(WHAT TO DO):
Restate word for word the span of lines that opens with the line containing "Map reading. Build" and closes with the last line of the material. Include both ends and nothing more.

(RECORDS SUPPLIED):
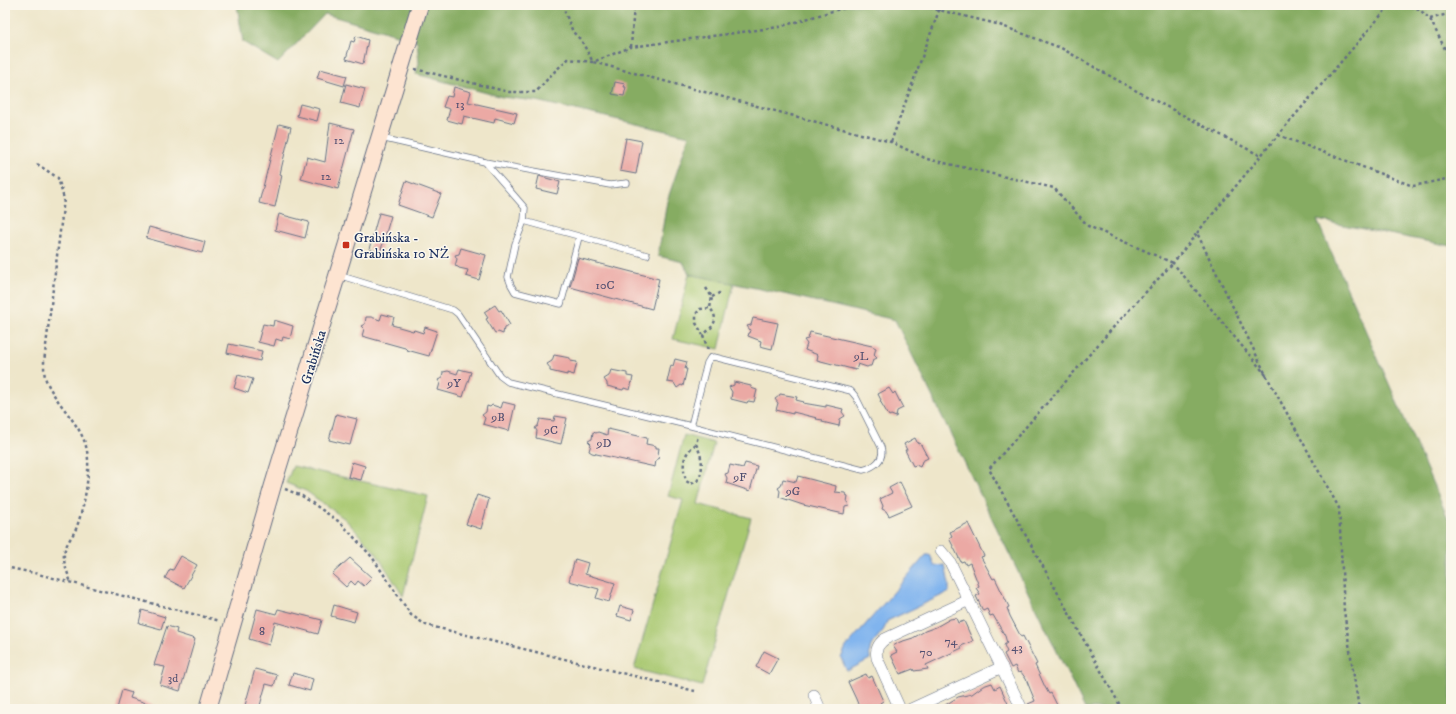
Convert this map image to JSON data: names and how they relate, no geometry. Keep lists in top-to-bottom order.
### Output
{
  "streets": {
    "street": ["Grabińska"]
  },
  "places": {
    "transit": ["Grabińska - Grabińska 10 NŻ"]
  },
  "house_numbers": [
    "13",
    "12",
    "12",
    "10C",
    "9L",
    "9Y",
    "9B",
    "9C",
    "9D",
    "9F",
    "9G",
    "8",
    "74",
    "43",
    "70",
    "3d"
  ]
}
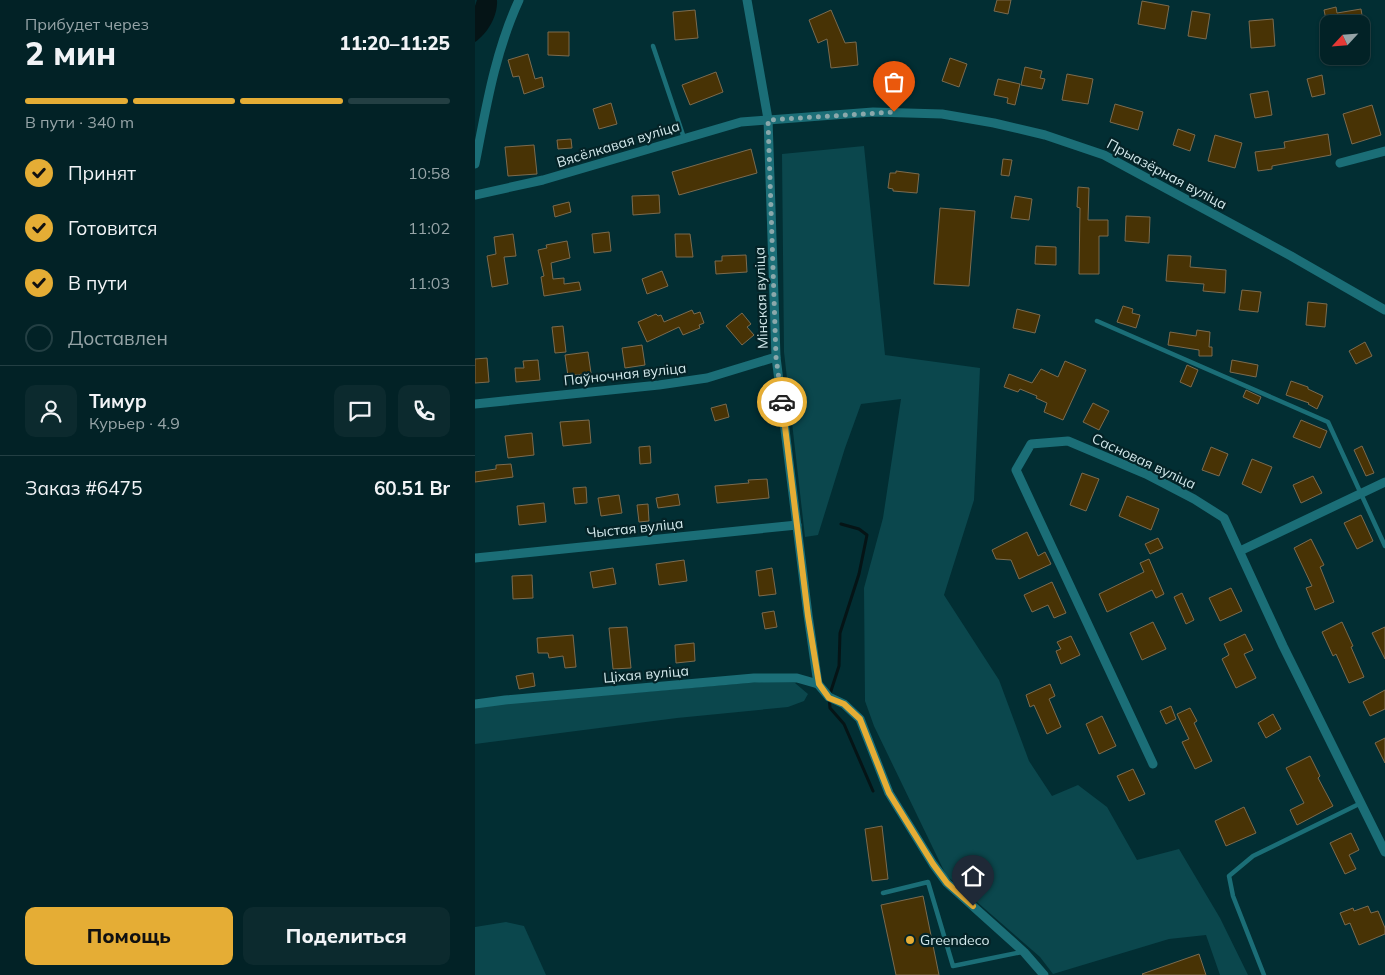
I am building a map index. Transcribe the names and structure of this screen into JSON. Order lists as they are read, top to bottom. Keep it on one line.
{"streets":{"street":["Вясёлкавая вуліца","Прыазёрная вуліца","Мінская вуліца","Паўночная вуліца","Сасновая вуліца","Чыстая вуліца","Ціхая вуліца"]},"crossings":[["Вясёлкавая вуліца","Прыазёрная вуліца"],["Вясёлкавая вуліца","Мінская вуліца"],["Прыазёрная вуліца","Мінская вуліца"],["Мінская вуліца","Паўночная вуліца"],["Мінская вуліца","Чыстая вуліца"],["Мінская вуліца","Ціхая вуліца"]],"places":["Greendeco"],"north":"bottom left","page":{"heading":["2 мин","Прибудет через","11:20–11:25"],"panel":["Тимур","Курьер · 4.9","Заказ #6475","60.51 Br"],"bar":"В пути · 340 m","list":[["Принят","10:58"],["Готовится","11:02"],["В пути","11:03"],"Доставлен"],"buttons":["Помощь","Поделиться"]}}
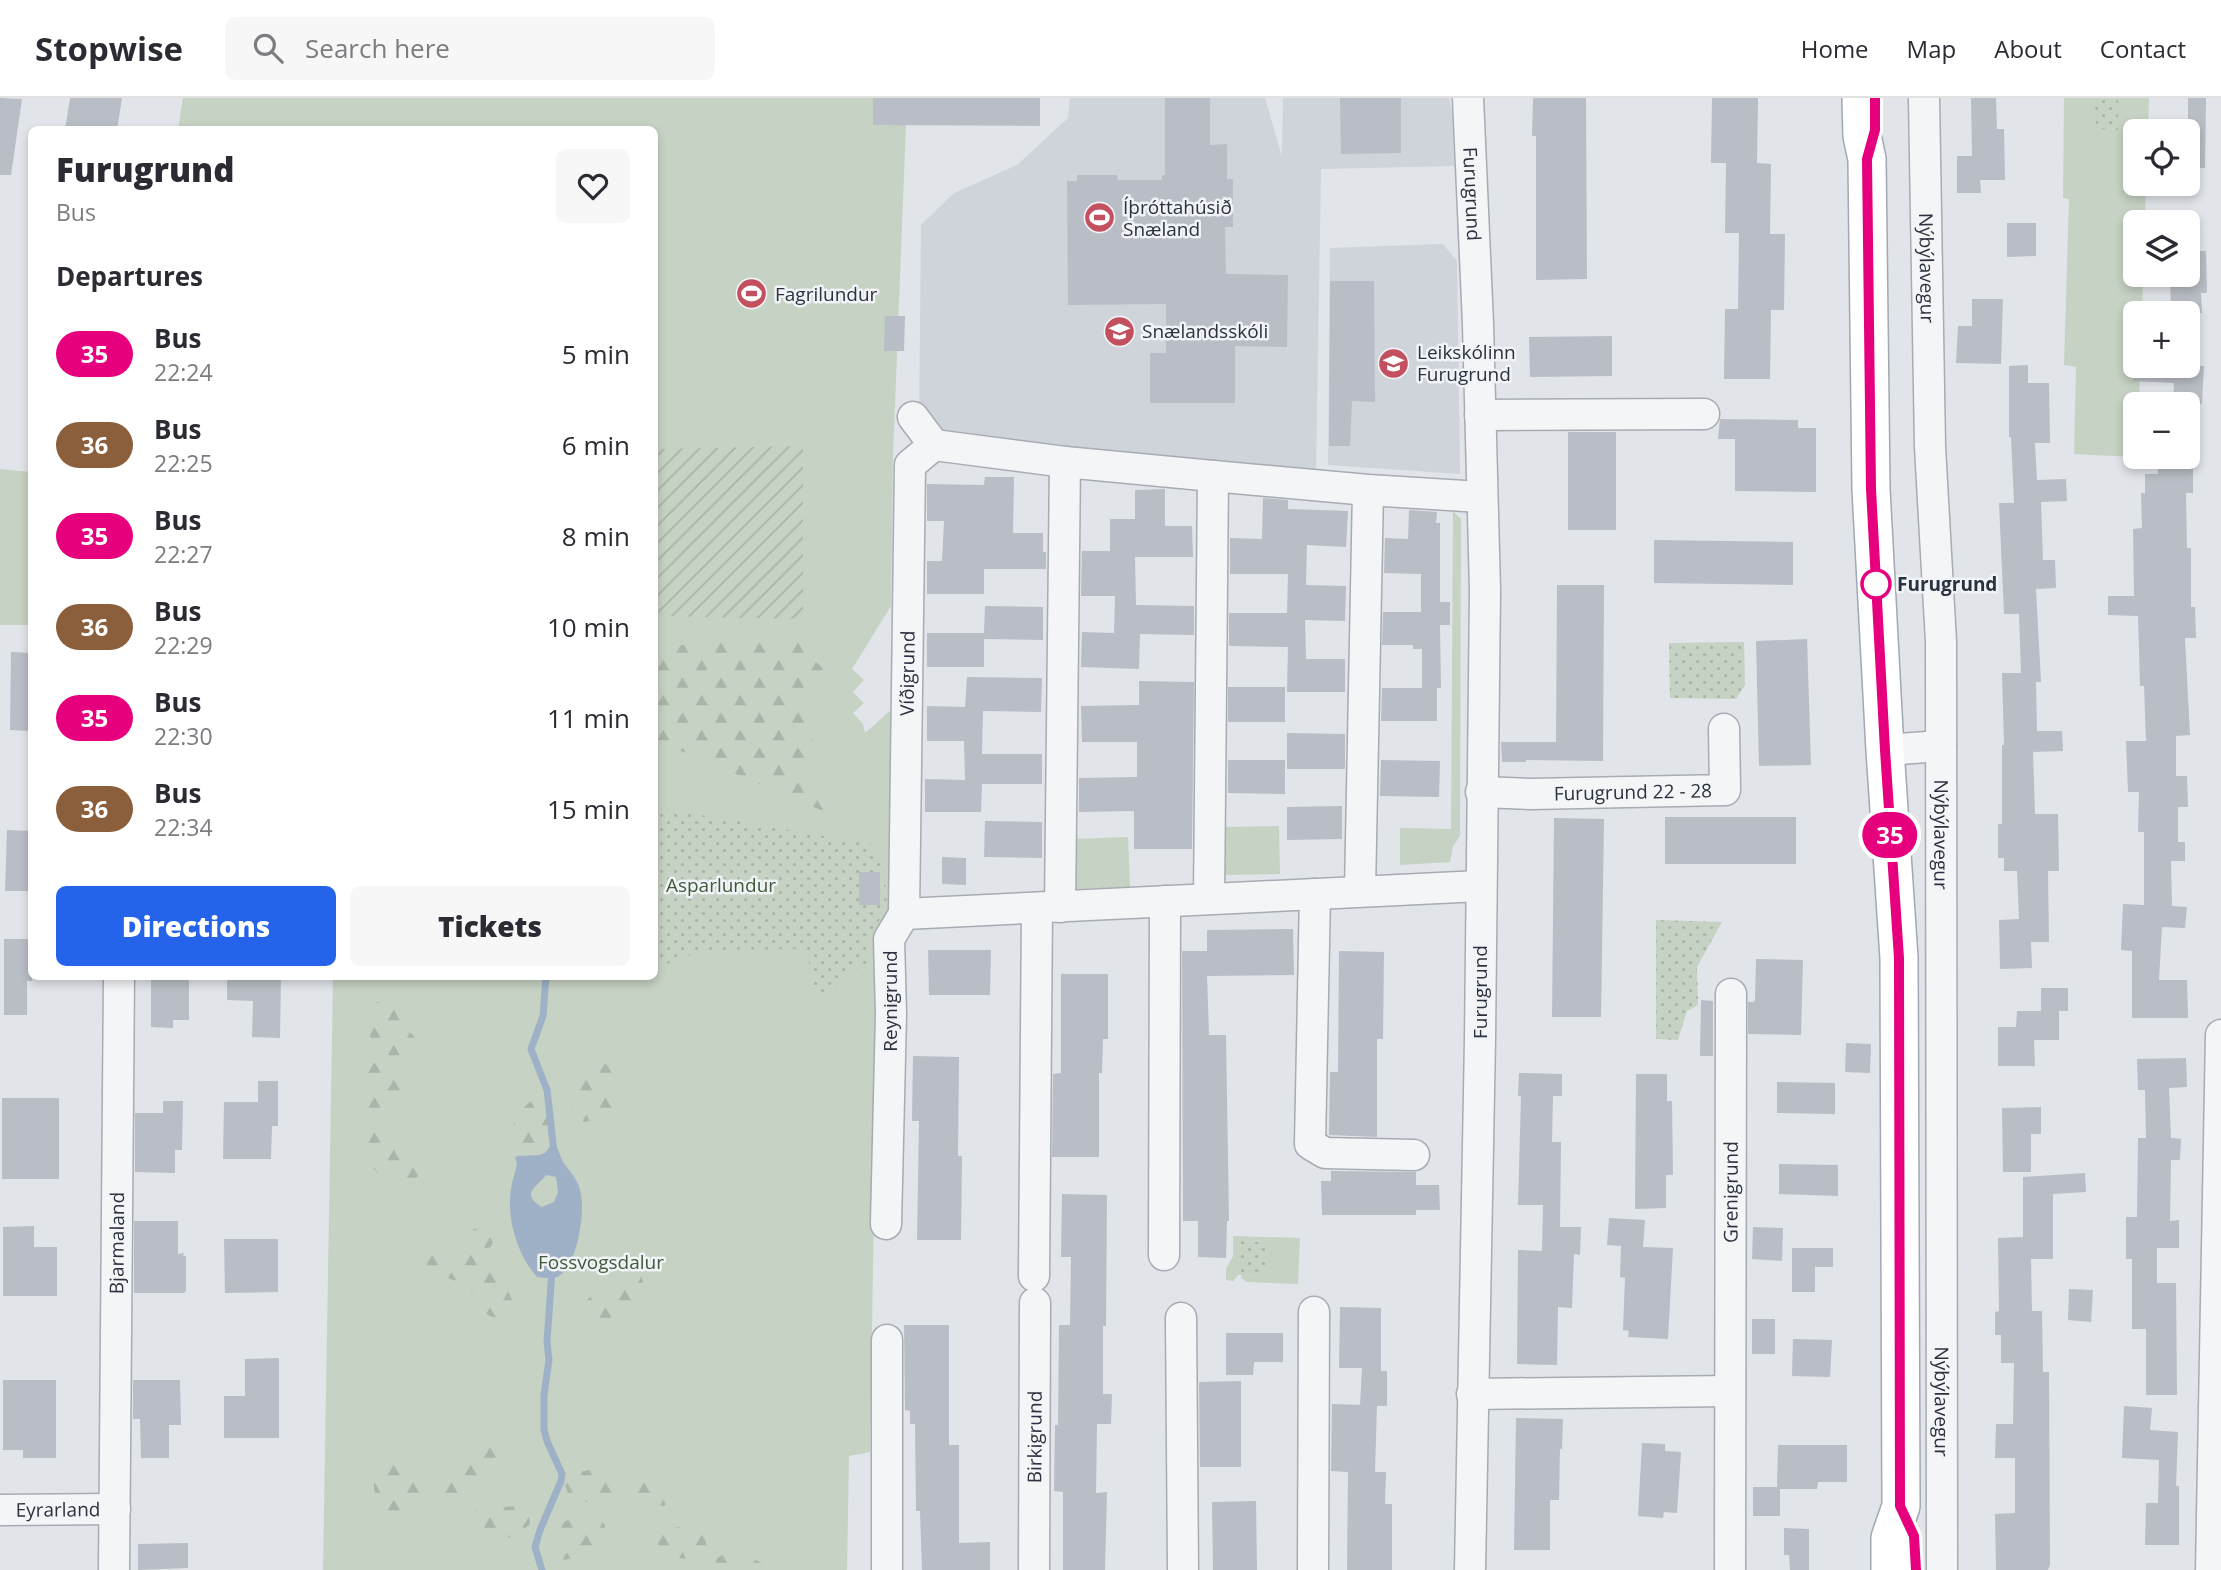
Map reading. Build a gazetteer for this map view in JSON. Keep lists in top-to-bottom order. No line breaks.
{"streets":{"street":["Furugrund","Nýbýlavegur","Víðigrund","Furugrund 22 - 28","Reynigrund","Grenigrund","Bjarmaland","Birkigrund","Eyrarland"]},"crossings":[["Furugrund","Furugrund 22 - 28"],["Víðigrund","Reynigrund"],["Bjarmaland","Eyrarland"]],"parks":["Asparlundur","Fossvogsdalur"],"places":{"sports":["Íþróttahúsið Snæland","Fagrilundur"],"school or university":["Snælandsskóli","Leikskólinn Furugrund"],"other":["Furugrund"]},"lines":["bus line 35"],"page":{"header":"Stopwise","search":"Search here","nav":["Home","Map","About","Contact"],"on_map":"35","map_buttons":["+","−"],"heading":[["Furugrund","Bus"],"Departures"],"list":[{"mark":"35","name":"Bus","note":"22:24","value":"5 min"},{"mark":"36","name":"Bus","note":"22:25","value":"6 min"},{"mark":"35","name":"Bus","note":"22:27","value":"8 min"},{"mark":"36","name":"Bus","note":"22:29","value":"10 min"},{"mark":"35","name":"Bus","note":"22:30","value":"11 min"},{"mark":"36","name":"Bus","note":"22:34","value":"15 min"}],"buttons":["Directions","Tickets"]}}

(EXERCISE ANSWER):
Map reading. Build a gazetteer for this map view in JSON. Keep lists in top-to-bottom order. No line breaks.
{"streets":{"street":["Furugrund","Nýbýlavegur","Víðigrund","Furugrund 22 - 28","Reynigrund","Grenigrund","Bjarmaland","Birkigrund","Eyrarland"]},"crossings":[["Furugrund","Furugrund 22 - 28"],["Víðigrund","Reynigrund"],["Bjarmaland","Eyrarland"]],"parks":["Asparlundur","Fossvogsdalur"],"places":{"sports":["Íþróttahúsið Snæland","Fagrilundur"],"school or university":["Snælandsskóli","Leikskólinn Furugrund"],"other":["Furugrund"]},"lines":["bus line 35"],"page":{"header":"Stopwise","search":"Search here","nav":["Home","Map","About","Contact"],"on_map":"35","map_buttons":["+","−"],"heading":[["Furugrund","Bus"],"Departures"],"list":[{"mark":"35","name":"Bus","note":"22:24","value":"5 min"},{"mark":"36","name":"Bus","note":"22:25","value":"6 min"},{"mark":"35","name":"Bus","note":"22:27","value":"8 min"},{"mark":"36","name":"Bus","note":"22:29","value":"10 min"},{"mark":"35","name":"Bus","note":"22:30","value":"11 min"},{"mark":"36","name":"Bus","note":"22:34","value":"15 min"}],"buttons":["Directions","Tickets"]}}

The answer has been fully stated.